Gerard Dargan brings 26 years of police experience to JFNNJ

Gerard Dargan
Gerard Dargan

Gerard Dargan is the son of a police officer. He’s the husband of a police officer.

And for more than 26 years he was a police officer, for the last 18 at the Bergen County prosecutor’s office.

Now he has a new beat, and it has 80 synagogues.

Since March, Mr. Dargan has been working at the Jewish Federation of Northern New Jersey as its community security director.

“With the rise in anti-Semitic activity here in northern New Jersey, it is imperative that we focus on the safety and security of our 125,000 Jews,” Jason Shames, the federation’s executive director, said. “This position will ensure Jewish communal safety by focusing on incident response and developing individual institution- and community-wide plans through training, risk mitigation, relationships with law enforcement, and access to other government resources.”

Mr. Dargan is not Jewish, but he knows a lot about the threats posed to synagogues.

As a sergeant in the Bergen County Prosecutor’s major crimes unit, he took part in the investigation of attacks on local synagogues in late 2011 and early 2012. He interviewed Anthony Graziano, who carried out the attacks under the guidance of Aakash Dalal. The two men each received a 35-year prison sentences for those crimes.

“It was all fueled by hate,” Mr. Dargan said, to explain the motivations for the Molotov cocktails thrown at Congregation Beth El in Rutherford and the graffiti sprayed on several other synagogues in the area. “That’s the simplest way to say it.”

Mr. Dargan’s first order of business on joining the Jewish federation was to introduce himself to the roughly 80 synagogues in the federation’s catchment area. “In the past two weeks, I’ve already visited about 20,” he said. The community’s schools are next on his list.

At the synagogues, he meets with the rabbi or the administrator. He looks over its security situation. And he offers his services in applying for federal homeland security grants.

Many area congregations have received the grants in recent years, and in his visits Mr. Dargan saw the impact the grants made. He inspected camera systems, access controls on doors, glass films on windows, and bollards in front of buildings “to stop any kind of vehicular attack,” he said. “Many of the synagogues were able to implement safe rooms and panic buttons and alarm systems.”

Not all of the synagogues he visited, however, had brought their security to this level. “Some were in desperate need of upgrading,” he said.

Some of these had already received site assessments from his former employer, the county prosecutor’s office, and were “well on the road to taking the steps necessary to secure their vulnerabilities.”

Part of that will be applying for the next round of security grants. “There’s a narrow window to turn it around, from early to mid-April,” he said.

The Jewish Federation of Northern New Jersey has long played a central role in helping area nonprofits apply for the grants, and this now has become part of Mr.

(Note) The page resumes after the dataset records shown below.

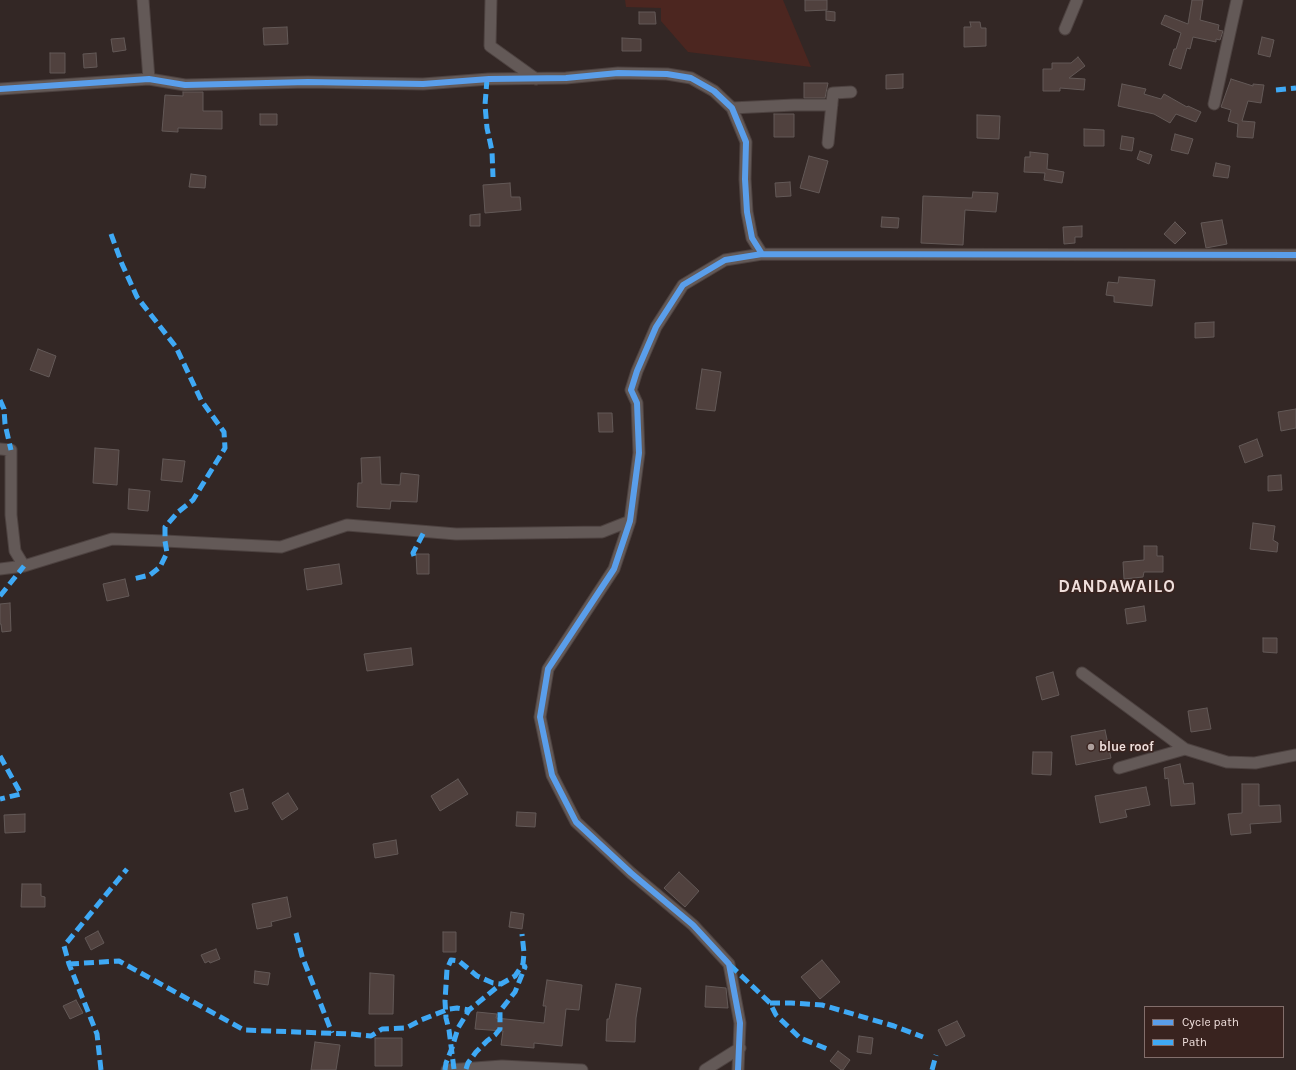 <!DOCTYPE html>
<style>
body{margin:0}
#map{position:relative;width:1296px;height:1070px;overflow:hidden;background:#332725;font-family:Karla,sans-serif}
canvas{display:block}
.legend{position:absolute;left:1144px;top:1006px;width:140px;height:52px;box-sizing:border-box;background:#39231f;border:1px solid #826e6b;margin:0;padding:5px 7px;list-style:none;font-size:12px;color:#efdfdc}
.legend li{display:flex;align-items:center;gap:8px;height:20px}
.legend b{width:20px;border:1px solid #826e6b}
</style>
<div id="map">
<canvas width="1296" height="1070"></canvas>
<ul class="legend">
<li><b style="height:5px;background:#5a9eea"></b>Cycle path</li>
<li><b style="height:5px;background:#3fa9f5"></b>Path</li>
</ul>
</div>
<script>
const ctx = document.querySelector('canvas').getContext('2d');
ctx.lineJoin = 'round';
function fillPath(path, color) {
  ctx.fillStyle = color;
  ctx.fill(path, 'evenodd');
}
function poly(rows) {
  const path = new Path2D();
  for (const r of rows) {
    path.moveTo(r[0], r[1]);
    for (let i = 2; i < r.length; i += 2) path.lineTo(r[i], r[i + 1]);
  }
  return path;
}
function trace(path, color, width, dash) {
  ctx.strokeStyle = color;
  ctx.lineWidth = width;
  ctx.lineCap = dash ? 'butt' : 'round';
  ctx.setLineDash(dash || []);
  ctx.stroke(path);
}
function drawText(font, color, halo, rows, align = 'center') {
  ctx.font = font + ' Karla,sans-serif';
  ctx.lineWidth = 3;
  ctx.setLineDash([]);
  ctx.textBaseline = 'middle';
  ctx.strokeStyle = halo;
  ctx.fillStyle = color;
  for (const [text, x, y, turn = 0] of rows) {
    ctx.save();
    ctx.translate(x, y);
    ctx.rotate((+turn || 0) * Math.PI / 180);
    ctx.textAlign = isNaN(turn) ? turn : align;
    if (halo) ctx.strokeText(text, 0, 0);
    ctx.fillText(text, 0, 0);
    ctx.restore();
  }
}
fillPath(poly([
 [625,0,783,0,811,67,688,52,661,21,661,8,626,7]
]), '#4c2620');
const building = poly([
 [805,0,827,0,827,10,805,11,805,0],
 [1192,0,1203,0,1200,20,1219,25,1218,30,1223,31,1220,40,1216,39,1216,42,1193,37,1190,49,1187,48,1181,69,1169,65,1174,49,1176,49,1181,33,1161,24,1165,15,1188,24,1192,0],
 [826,11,835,12,835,21,826,20,826,11],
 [639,12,655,12,656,24,639,24,639,12],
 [970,22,980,22,981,28,986,28,986,46,964,47,964,27,971,27,970,22],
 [287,27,288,44,264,45,263,28,287,27],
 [1262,37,1274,40,1270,57,1258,54,1262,37],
 [124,38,126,50,113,52,111,39,124,38],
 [622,38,641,39,641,51,622,51,622,38],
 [50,53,65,53,65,73,50,73,50,53],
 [96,53,97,67,84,68,83,54,96,53],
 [1078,57,1085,66,1069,78,1085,79,1084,90,1060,88,1060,91,1043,91,1043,69,1052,69,1052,63,1071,63,1078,57],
 [903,74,903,88,886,89,886,75,903,74],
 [1231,79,1253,86,1253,84,1264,85,1261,103,1248,101,1242,121,1255,122,1253,138,1237,137,1238,124,1228,121,1231,110,1221,107,1231,79],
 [804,83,828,83,825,98,804,98,804,83],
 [1122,84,1146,89,1144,94,1161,99,1164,94,1187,107,1188,106,1201,112,1196,122,1176,114,1170,123,1154,114,1118,106,1122,84],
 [183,92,203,92,203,111,222,111,222,129,178,128,178,132,162,131,165,95,183,96,183,92],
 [260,114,277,114,277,125,260,125,260,114],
 [774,114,794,114,794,137,774,137,774,114],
 [977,115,1000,116,999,139,977,138,977,115],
 [1084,129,1104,130,1104,146,1084,146,1084,129],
 [1175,134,1193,139,1188,154,1171,150,1175,134],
 [1122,136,1134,138,1132,151,1120,149,1122,136],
 [1140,151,1152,155,1149,164,1137,159,1140,151],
 [1030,152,1048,154,1047,169,1064,172,1062,183,1044,180,1045,173,1024,172,1025,157,1030,157,1030,152],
 [809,156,828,161,819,193,800,188,809,156],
 [1216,163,1230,166,1228,178,1213,176,1216,163],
 [191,174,206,176,205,188,189,187,191,174],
 [790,182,791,196,776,197,775,183,790,182],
 [510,183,511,197,520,197,521,210,485,213,483,185,510,183],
 [973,192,998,193,996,212,965,210,963,245,921,243,923,196,972,198,973,192],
 [480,214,480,226,470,226,470,215,480,214],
 [882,217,899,218,898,228,881,227,882,217],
 [1222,220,1227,244,1206,248,1201,223,1222,220],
 [1175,222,1186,233,1175,244,1164,234,1175,222],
 [1082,226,1082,237,1075,237,1075,243,1064,244,1063,227,1082,226],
 [1119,277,1155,280,1152,306,1114,302,1114,296,1106,295,1108,282,1118,283,1119,277],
 [1214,322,1214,337,1195,338,1195,323,1214,322],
 [38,349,56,356,49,377,30,370,38,349],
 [702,369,721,372,715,411,696,409,702,369],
 [1296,409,1296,428,1281,431,1278,412,1296,409],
 [598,413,612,413,613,432,599,432,598,413],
 [1257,439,1263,456,1245,463,1239,446,1257,439],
 [95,448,119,450,117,485,93,483,95,448],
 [380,457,381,484,400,485,401,473,419,475,417,502,391,501,390,509,357,507,358,483,362,483,361,458,380,457],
 [163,459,185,461,182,482,161,480,163,459],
 [1281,475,1282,490,1268,491,1268,476,1281,475],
 [129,489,150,491,148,511,128,509,129,489],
 [1253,523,1275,526,1273,540,1278,543,1277,552,1250,549,1253,523],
 [1144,546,1157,546,1157,556,1163,556,1163,572,1144,572,1143,577,1124,579,1123,562,1144,560,1144,546],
 [416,554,429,554,429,574,417,574,416,554],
 [339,564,342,584,307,590,304,569,339,564],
 [125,579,129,596,107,601,103,584,125,579],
 [10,603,11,631,2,632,1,624,0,624,0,604,10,603],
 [1144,606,1146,621,1127,624,1125,609,1144,606],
 [1263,638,1277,638,1277,653,1263,652,1263,638],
 [411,648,413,665,367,671,364,654,411,648],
 [1053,672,1059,695,1042,700,1036,677,1053,672],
 [1207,708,1211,729,1191,732,1188,711,1207,708],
 [1105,730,1111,758,1076,765,1071,736,1105,730],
 [1033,752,1052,752,1051,775,1032,774,1033,752],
 [1180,764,1184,784,1193,783,1195,804,1171,806,1168,778,1165,779,1164,768,1180,764],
 [458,779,468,794,440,811,431,796,458,779],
 [1242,784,1259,784,1259,806,1280,805,1281,822,1250,824,1251,833,1231,835,1228,814,1242,813,1242,784],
 [1146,787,1150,805,1125,810,1127,817,1100,823,1095,796,1146,787],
 [243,789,248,809,235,812,230,793,243,789],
 [288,793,298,809,282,820,272,803,288,793],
 [517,812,536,813,535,827,516,826,517,812],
 [25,814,25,832,5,833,4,815,25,814],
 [396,840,398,854,375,858,373,844,396,840],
 [679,872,699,891,685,907,664,888,679,872],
 [22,884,41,884,41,896,45,897,45,907,21,907,22,884],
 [287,897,291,917,271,922,272,926,257,929,252,904,287,897],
 [511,912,524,914,522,929,509,927,511,912],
 [98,931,104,943,91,950,85,938,98,931],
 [443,932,456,932,456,952,443,952,443,932],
 [216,949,220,959,210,963,209,961,205,963,201,955,216,949],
 [822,960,840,982,820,999,801,977,822,960],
 [255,971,270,973,268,985,254,983,255,971],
 [370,973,394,975,393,1014,369,1014,370,973],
 [547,980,582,985,579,1010,566,1009,562,1046,534,1043,534,1048,501,1045,503,1031,475,1029,477,1012,497,1014,496,1018,544,1023,546,1006,543,1006,547,980],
 [616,984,641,988,636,1018,635,1042,606,1041,607,1019,609,1019,616,984],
 [706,986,726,988,728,1008,705,1007,706,986],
 [76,1000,83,1013,70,1019,63,1006,76,1000],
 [957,1021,965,1036,946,1046,938,1030,957,1021],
 [859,1036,873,1038,871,1054,857,1052,859,1036],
 [375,1038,402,1038,402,1066,375,1066,375,1038],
 [315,1042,340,1045,336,1070,311,1070,315,1042],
 [838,1051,850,1060,843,1070,841,1070,830,1061,838,1051]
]);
fillPath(building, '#50413e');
trace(building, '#635957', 1);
const minor = poly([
 [143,0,149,79],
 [491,0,490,46,536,79],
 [1065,29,1077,0],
 [0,89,149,79,185,85,308,82,423,84,489,79,566,78,618,73,667,74,691,78,714,91,732,108,746,142,745,179,747,212,752,238,762,254],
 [1214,104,1237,0],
 [732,108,794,105,832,105],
 [828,143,833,93,851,92],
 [0,449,11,450,11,515,15,551,24,566],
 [0,569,24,566,112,539,165,541,281,547,347,525,456,534,602,532,630,521],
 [1082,673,1185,749,1227,762,1255,763,1296,755],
 [1119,768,1185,749],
 [447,1070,502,1066,582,1070],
 [705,1070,740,1048],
 [738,1070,740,1023,729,964,693,925,631,873,576,822,552,775,540,717,548,669,614,569,630,521,639,453,637,403,631,390,637,371,656,327,683,285,725,260,762,254,1296,255]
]);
trace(minor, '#4d4240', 13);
trace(minor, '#635957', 11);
trace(poly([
 [487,79,485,105,487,128,492,151,493,177],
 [1276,90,1296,88],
 [111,234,122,264,137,297,176,347,201,400,224,432,225,448,193,500,178,512,165,527,165,541,167,553,160,567,150,575,133,579],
 [0,400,4,409,5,424,11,450],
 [414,556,413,553,424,532],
 [0,596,24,566],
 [0,756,21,794,0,799],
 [296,933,302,956,332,1033],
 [69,964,119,961,244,1030,351,1034,371,1036,382,1029,406,1028,421,1020,449,1009,457,1008,469,1010],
 [730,965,770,1003,776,1015,800,1038,830,1050],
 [770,1003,791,1003,822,1005,894,1026,923,1037],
 [454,1069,449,1030,446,1018,445,1001,447,969,451,960,459,961,477,976,493,983,501,984],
 [466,1069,468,1063,476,1052,487,1041,495,1035,500,1029,500,1011,515,992,525,967,524,965],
 [101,1070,97,1034,69,964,64,946,127,869],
 [445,1070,446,1063,452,1048,458,1028,469,1010,501,984,515,976,523,964,524,953,522,934],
 [932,1070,936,1055]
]), '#3fa9f5', 5, [10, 5]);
trace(poly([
 [0,89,149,79,185,85,308,82,423,84,489,79,566,78,618,73,667,74,691,78,714,91,732,108,746,142,745,179,747,212,752,238,762,254],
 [738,1070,740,1023,729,964,693,925,631,873,576,822,552,775,540,717,548,669,614,569,630,521,639,453,637,403,631,390,637,371,656,327,683,285,725,260,762,254,1296,255]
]), '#5a9eea', 6);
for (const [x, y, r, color] of [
 [1091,747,4,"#ad9f9c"]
]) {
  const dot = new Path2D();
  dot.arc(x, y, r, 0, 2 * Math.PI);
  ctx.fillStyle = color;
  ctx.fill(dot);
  trace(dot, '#39231f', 1.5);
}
drawText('bold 13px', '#efdfdc', '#39231f', [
 ["blue roof",1099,747]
], 'left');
ctx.letterSpacing = '1px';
drawText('bold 17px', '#efdfdc', '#39231f', [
 ["DANDAWAILO",1117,587]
]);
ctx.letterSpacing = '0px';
</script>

Dargan’s responsibilities. “We offer assistance to help synagogue leaders prepare the grants,” he said.

His advice to synagogue leaders: “Make sure you take all the necessary steps to make your synagogue secure, from having a vulnerability assessment done to find out where you’re deficient in security, to applying for a grant and moving to implement the security features they’ve suggested. Security should be on the top of everybody’s mind.”

His biggest surprise from this first round of site visits: “Not everyone is as security conscious as they should be.”

Mr. Dargan is naturally security-conscious, even in his private life.

Whenever he enters a room, “I scan it and look for any person who may be up to no good.” When he dines out with his family, “I position myself where I can keep myself and my family safe if something happens, God forbid.”

“You have to be like that. It’s a scary world.”

Mr. Dargan grew up in Secaucus. His father was a deputy chief in the Hudson County prosecutor’s office. “I followed in my father’s footsteps. It was something I always wanted to do.”

He joined the Hudson County prosecutor’s office in January 1994, and stayed there for six years before joining the Bergen County Prosecutor’s Office. As he was leaving, he met a new hire, Maria. They married. Now they live in Hillsdale and have two school-age children. She is now a sergeant and  still works at the Hudson prosecutor’s office.

In New Jersey, it’s the county prosecutor’s office that’s responsible for major crimes: homicides, sexual assaults, large scale narcotics, serious white collar crimes. Mr. Dargan spent most of his career working on homicides and special victims. “Those investigations are very rewarding,” he said. “You’re able to save the life of a child, stop the abuse, put the person responsible in jail.” But he does not want to talk about any of those old cases. Publicizing them runs the risk of retraumatizing the victims, he said, and he does not want to do that.

He’s excited about his new position.

“If anyone needs assistance from the federation or has any security or law-enforcement related issues where I can be the liaison, I’m very willing and able to help with that,” he said.